May 22, 2013

The Baltimore Sun | The Real Muck

Former Baltimore Sun police reporter Dick Irwin died Wednesday. He was 76 and had complications from diabetes.

Irwin retired in 2010. Peter Hermann, now a reporter at The Washington Post, marked the occasion with a piece about Irwin’s popular police blotter feature, “which treated the theft of a tomato plant with as much reverence and importance as bank heist.” Irwin “might have been one of the last full-time night police reporters in the industry,” Hermann wrote. In Irwin’s 44-year career, he worked for The (Baltimore) News American, The Evening Sun, and The Baltimore Sun. He also, Hermann wrote, “patrolled the streets of North Baltimore for a year as a city police officer.”

In 1995, he stood at a window overlooking Centre Street and watched Pope John Paul II depart on a helicopter after a daylong, hectic visit to the city. “In another 10 minutes, he’ll be the Anne Arundel bureau’s problem,” he said in perfect deadpan, a quip that earned him a spot on “The Wall,” reserved for the best quotes heard around the newsroom.
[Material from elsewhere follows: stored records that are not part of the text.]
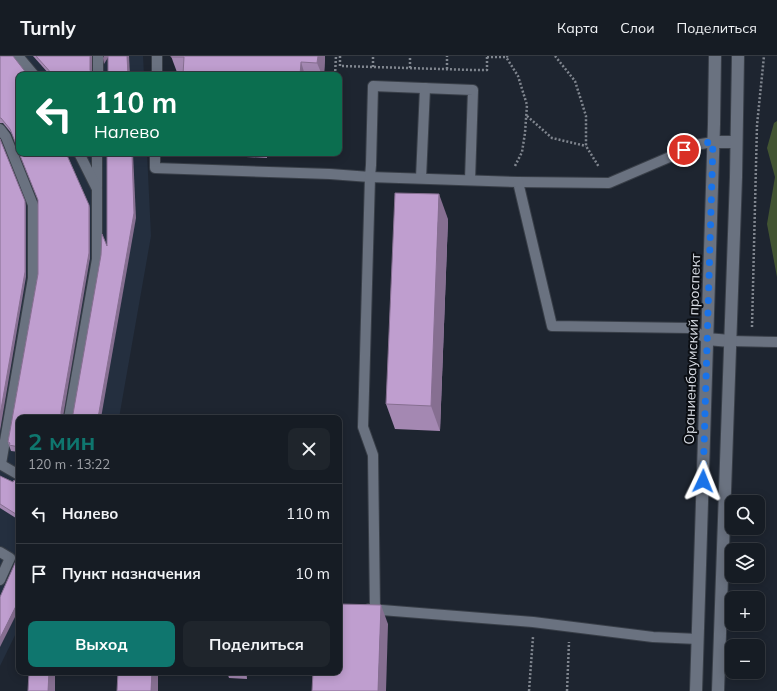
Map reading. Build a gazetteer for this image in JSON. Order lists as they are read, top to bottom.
{
  "streets": {
    "main road": ["Ораниенбаумский проспект"]
  },
  "page": {
    "header": "Turnly",
    "nav": ["Карта", "Слои", "Поделиться"],
    "turn": ["110 m", "Налево"],
    "heading": ["2 мин", "120 m · 13:22"],
    "list": [
      {
        "name": "Налево",
        "value": "110 m"
      },
      {
        "name": "Пункт назначения",
        "value": "10 m"
      }
    ],
    "map_buttons": ["+", "−"],
    "buttons": ["Выход", "Поделиться"]
  }
}
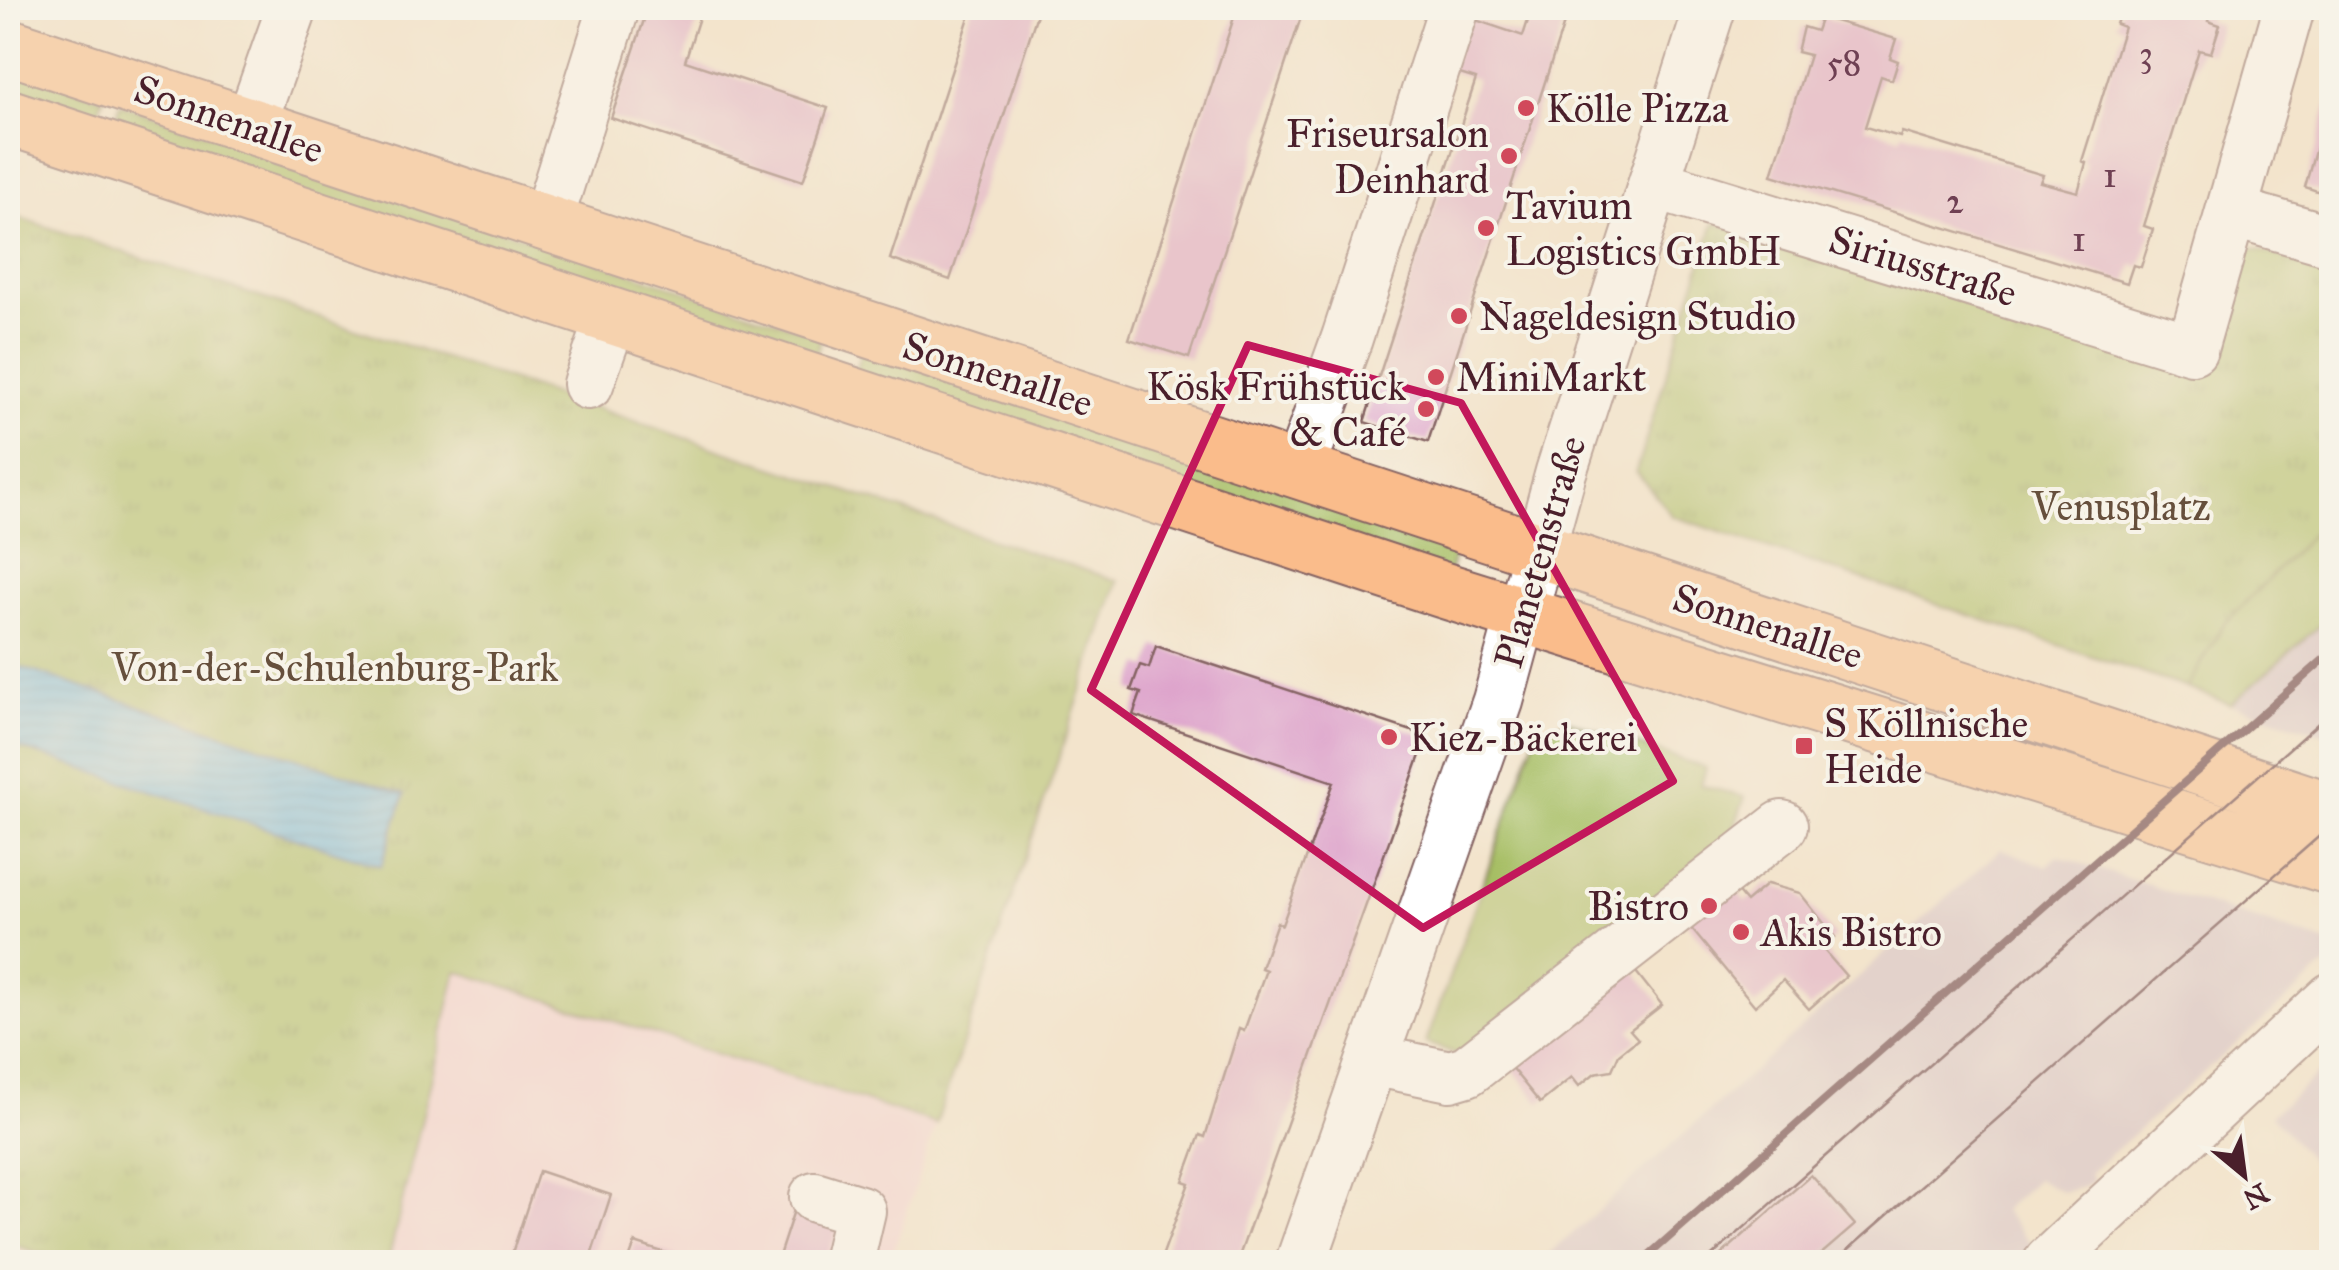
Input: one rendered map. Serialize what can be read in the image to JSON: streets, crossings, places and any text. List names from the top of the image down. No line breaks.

“Whatever Dick decided to do, he did it seriously,” Poynter’s Butch Ward, a former Irwin colleague, writes in an email. “He took accuracy seriously. He took fairness seriously. He took context seriously. He even took our office softball games seriously — he was the only player wearing metal spikes.” Ward continues:

I got to know Dick at The News American, a blue-collar paper that took police reporting very seriously. And Dick, whether he was writing a full-length story on Baltimore County government or a one-inch police blotter item, set out with the same goal — get it right. As a result, he achieved what every reporter aspires to: he was trusted. Editors trusted him, police trusted him, readers trusted him. He got it right.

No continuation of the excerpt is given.